Wednesday, 18 de December de 2024 ISSN 1519-7670 - Ano 24 - nº 1318

Dostoiévski e o grito niilista da cultura de massa

Em Os Irmãos Karamazov (1879), romance do escritor russo Fiodor Dostoiévski (1821-1881), a ficção projeta o inconsciente político, ou a ‘memória do subsolo’ da emergência, na modernidade-mundo, de um sistema de mídias marcado e demarcado pela completa falta de limites, pois será configurado, tal como o enredo do livro de Dostoiévski, a partir da seguinte premissa: se a imortalidade não existe, porque Deus não existe, então as leis, as convenções ou os costumes não têm razão de ser, razão pela qual tudo é possível, inclusive o parricídio, o matricídio, o infanticídio, o genocídio, o incesto.

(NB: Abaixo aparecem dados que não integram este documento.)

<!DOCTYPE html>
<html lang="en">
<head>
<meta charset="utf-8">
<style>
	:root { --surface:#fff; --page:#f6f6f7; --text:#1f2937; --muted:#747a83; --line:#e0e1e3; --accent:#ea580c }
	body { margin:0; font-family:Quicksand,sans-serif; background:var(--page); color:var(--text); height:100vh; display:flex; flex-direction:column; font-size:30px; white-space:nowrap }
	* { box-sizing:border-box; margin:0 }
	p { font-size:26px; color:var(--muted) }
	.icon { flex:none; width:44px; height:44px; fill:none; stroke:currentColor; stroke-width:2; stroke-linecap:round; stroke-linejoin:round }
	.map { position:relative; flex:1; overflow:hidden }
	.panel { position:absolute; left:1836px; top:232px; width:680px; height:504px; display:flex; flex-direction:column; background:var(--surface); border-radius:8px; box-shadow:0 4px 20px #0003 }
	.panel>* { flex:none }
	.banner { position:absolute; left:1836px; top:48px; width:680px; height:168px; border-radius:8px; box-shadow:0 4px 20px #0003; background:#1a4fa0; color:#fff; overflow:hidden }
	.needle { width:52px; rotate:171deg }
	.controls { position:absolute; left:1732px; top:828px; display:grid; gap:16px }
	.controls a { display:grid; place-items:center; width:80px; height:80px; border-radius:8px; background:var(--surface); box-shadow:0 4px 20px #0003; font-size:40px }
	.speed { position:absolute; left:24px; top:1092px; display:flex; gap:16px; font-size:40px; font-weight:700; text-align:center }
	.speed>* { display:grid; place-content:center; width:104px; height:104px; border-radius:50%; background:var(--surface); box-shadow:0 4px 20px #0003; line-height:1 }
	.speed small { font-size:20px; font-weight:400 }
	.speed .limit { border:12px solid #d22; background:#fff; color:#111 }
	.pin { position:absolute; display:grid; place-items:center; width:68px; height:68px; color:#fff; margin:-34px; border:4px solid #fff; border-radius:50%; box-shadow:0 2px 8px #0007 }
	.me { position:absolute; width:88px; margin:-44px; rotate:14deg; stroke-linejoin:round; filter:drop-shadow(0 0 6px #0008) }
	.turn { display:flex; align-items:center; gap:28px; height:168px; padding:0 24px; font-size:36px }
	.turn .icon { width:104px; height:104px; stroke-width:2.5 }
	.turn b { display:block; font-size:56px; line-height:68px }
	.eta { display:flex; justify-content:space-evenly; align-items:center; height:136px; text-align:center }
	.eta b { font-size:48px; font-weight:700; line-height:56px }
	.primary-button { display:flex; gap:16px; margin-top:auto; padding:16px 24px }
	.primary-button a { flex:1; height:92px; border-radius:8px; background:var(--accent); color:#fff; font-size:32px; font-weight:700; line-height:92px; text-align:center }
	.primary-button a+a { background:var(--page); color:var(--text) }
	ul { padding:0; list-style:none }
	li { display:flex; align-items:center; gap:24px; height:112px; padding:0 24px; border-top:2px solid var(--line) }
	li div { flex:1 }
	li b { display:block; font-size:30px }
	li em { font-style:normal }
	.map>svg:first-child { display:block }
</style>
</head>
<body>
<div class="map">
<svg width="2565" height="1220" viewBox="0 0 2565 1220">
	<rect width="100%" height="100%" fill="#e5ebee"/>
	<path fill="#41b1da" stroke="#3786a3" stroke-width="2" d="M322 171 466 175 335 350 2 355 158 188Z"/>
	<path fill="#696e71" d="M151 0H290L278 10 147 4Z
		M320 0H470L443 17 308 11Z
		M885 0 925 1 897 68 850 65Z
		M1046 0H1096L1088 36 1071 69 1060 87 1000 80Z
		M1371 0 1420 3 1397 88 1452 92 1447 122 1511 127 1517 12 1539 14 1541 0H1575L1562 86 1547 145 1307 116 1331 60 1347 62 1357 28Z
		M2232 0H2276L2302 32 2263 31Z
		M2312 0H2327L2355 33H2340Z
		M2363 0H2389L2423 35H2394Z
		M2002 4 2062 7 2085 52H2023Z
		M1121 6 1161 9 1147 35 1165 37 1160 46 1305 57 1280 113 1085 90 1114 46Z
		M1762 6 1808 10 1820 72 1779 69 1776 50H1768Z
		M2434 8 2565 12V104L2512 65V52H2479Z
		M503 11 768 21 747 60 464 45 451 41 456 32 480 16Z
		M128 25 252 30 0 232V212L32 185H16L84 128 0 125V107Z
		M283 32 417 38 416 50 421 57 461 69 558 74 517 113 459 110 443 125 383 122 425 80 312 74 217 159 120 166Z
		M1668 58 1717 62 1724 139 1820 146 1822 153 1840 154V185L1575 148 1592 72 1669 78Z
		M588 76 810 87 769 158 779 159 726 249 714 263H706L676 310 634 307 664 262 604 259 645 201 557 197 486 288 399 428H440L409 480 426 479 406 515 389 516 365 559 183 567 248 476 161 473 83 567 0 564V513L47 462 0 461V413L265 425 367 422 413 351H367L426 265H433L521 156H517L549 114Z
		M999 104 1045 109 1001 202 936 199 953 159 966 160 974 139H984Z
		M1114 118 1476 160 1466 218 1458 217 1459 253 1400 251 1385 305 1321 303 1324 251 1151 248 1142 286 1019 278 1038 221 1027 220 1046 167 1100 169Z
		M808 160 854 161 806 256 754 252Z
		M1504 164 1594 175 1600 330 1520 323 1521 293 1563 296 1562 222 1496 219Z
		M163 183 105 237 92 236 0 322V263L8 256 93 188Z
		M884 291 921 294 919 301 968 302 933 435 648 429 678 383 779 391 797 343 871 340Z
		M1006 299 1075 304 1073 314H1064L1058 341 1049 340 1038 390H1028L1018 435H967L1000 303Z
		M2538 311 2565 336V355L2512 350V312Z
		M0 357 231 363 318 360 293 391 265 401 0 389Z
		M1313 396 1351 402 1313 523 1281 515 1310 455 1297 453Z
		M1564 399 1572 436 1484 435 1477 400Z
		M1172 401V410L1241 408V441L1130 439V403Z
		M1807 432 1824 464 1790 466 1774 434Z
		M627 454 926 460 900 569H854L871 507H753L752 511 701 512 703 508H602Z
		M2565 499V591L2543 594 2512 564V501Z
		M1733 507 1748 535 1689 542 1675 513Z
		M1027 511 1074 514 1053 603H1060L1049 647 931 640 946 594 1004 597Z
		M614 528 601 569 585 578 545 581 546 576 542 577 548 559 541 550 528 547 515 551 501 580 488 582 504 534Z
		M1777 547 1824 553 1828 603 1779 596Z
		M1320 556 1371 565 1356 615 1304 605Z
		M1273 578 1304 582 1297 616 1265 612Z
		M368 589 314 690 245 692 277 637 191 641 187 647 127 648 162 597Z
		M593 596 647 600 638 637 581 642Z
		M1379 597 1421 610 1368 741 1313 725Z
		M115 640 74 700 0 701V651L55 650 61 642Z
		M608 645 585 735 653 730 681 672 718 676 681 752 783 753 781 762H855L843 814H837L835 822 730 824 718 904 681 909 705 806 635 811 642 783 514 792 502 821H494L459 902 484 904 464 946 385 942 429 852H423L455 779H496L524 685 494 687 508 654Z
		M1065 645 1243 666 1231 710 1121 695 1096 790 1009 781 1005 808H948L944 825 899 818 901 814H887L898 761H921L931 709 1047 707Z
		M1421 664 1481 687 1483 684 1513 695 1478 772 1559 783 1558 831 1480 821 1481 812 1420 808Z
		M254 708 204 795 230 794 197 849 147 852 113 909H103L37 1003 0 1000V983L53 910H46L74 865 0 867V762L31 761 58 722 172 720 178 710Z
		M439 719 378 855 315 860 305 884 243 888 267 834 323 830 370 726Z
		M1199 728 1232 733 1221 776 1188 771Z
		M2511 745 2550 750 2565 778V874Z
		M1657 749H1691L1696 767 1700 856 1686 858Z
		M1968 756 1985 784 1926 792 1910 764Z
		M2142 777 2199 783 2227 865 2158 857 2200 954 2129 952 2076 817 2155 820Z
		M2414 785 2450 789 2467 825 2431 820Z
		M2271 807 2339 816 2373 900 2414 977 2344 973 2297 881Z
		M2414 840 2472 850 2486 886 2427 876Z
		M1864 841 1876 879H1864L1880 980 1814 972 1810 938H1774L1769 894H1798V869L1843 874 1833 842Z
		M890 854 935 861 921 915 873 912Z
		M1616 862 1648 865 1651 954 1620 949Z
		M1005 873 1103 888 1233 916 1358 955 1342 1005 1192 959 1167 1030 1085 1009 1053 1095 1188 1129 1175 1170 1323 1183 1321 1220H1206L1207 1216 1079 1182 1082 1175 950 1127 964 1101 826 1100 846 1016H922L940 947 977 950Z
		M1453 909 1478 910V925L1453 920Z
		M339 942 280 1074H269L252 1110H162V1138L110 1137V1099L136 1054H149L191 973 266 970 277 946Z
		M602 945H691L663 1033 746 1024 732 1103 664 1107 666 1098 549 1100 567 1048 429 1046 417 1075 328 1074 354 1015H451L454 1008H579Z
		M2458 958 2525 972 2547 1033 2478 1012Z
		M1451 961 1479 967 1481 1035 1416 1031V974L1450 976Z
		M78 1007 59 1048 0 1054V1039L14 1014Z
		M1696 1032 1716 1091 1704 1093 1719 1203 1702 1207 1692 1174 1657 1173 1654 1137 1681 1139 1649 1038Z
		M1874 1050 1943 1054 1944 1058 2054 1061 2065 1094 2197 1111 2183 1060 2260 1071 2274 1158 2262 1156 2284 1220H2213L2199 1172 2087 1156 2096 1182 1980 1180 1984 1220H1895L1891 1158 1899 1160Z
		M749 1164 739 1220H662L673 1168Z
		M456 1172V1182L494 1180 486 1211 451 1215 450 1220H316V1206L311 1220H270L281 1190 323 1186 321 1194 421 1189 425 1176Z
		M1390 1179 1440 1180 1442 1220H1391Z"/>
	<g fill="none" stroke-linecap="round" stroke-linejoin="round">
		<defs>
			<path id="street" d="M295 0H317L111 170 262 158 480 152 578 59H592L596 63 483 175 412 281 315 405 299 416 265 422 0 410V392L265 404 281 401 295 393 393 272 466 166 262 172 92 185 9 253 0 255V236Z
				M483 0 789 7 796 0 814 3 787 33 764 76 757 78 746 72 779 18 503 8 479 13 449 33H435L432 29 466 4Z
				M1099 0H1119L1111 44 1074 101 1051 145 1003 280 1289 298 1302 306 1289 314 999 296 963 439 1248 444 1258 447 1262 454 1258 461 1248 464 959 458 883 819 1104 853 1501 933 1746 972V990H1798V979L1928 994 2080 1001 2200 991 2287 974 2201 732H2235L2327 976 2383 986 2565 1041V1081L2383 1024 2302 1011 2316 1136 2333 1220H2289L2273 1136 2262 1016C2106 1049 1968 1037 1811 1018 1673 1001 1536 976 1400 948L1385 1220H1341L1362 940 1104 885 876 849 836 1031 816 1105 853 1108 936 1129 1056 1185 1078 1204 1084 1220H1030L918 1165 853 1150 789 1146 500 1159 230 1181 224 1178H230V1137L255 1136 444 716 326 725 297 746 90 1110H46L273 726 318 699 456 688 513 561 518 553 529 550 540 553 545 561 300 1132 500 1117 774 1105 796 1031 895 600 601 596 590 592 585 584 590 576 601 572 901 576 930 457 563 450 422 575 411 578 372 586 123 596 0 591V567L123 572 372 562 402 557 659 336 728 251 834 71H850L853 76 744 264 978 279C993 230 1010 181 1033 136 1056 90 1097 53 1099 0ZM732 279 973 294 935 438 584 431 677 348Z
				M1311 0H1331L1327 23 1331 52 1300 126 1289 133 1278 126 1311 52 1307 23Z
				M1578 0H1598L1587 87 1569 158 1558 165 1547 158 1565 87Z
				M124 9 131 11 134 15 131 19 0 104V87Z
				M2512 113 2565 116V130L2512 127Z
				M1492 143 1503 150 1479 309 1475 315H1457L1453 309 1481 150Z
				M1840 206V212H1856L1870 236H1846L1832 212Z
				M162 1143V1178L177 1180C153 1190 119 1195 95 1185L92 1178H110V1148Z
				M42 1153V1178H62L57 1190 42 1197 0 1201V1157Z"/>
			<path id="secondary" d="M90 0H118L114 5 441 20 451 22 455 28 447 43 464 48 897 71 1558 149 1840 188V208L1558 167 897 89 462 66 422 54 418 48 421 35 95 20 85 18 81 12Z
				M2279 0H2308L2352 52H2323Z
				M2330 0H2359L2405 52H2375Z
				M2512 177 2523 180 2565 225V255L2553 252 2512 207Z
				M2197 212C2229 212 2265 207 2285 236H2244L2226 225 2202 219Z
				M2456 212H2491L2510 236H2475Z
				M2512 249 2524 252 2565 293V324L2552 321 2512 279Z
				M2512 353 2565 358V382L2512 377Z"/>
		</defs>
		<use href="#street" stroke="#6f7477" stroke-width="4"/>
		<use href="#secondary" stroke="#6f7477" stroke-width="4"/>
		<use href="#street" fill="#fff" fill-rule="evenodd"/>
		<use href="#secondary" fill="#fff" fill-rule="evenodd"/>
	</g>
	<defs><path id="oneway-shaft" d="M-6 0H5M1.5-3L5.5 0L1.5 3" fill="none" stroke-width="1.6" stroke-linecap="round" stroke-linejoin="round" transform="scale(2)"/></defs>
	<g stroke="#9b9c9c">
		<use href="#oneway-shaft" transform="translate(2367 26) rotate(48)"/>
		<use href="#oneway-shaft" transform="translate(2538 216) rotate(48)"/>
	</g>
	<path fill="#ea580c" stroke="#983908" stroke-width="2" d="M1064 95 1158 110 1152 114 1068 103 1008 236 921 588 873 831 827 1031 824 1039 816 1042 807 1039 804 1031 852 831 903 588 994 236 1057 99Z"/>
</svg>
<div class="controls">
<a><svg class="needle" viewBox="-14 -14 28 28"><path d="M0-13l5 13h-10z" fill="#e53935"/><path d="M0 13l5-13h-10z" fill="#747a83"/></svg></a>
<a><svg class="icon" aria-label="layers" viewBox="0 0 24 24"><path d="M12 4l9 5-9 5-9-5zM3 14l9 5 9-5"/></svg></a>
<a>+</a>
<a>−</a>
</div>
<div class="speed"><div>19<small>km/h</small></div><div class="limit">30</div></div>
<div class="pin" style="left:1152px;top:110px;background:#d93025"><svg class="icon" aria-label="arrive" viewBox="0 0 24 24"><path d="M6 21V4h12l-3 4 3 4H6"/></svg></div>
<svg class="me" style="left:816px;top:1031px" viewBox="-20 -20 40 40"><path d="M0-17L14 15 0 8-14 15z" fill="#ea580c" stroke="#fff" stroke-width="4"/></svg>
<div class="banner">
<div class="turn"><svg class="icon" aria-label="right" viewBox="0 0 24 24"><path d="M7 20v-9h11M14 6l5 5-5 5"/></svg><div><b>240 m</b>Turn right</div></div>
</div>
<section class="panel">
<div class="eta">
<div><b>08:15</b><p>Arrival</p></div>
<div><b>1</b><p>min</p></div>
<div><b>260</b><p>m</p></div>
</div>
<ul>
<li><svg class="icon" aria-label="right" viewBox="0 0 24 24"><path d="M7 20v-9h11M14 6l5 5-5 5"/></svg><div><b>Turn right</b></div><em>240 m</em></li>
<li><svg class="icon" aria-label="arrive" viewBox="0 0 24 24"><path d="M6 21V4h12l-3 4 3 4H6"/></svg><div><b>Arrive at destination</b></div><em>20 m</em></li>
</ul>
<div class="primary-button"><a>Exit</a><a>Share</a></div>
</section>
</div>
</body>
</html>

Sei que tal argumento parece inverossímil, mas penso que a inverossimilhança constitui o caminho mais factível, para não dizer o mais rigoroso, para a abordagem das instituições que configuram as linhas de força de nosso atual presente histórico, pela simples razão de que são, no geral, inverossímeis, como o é a instituição familiar, a do mercado capitalista, a do poder judiciário, legislativo, executivo e, antes de tudo, a midiática, por se constituir como a inverossimilhança ‘em pessoa’, como virtual tempo irreal; tanto mais inverossímil quanto mais pretende ocupar o lugar de todas as outras instituições, com sua não menos inverossímil onipresença de banalidades, de narcisismos, de idiotices, de hipocrisias, de mediocridades, de fetichismos.

Desconsiderando os dissimulados e hipócritas teatros éticos, nosso sistema midiático organiza a farsa de sua programação fora de todo e qualquer limite social, econômico, natural, seguindo à risca o principal argumento de Os irmãos Karamazov, qual seja: num mundo sem Deus, a humanidade pode se transformar em Deus, de tal maneira a se posicionar além do bem e do mal, razão pela qual pode produzir tanto um mundo infernal, bárbaro, inabitável, como, por outro lado, um mundo de justiças, de cuidados e de ilimitadas felicidades coletivas, no horizonte da plena e não menos ilimitada liberdade de expressão intelectual, corporal, amorosa, estética, técnica, civilizacional.

O que fazer com nossas ilimitadas potências expressivas?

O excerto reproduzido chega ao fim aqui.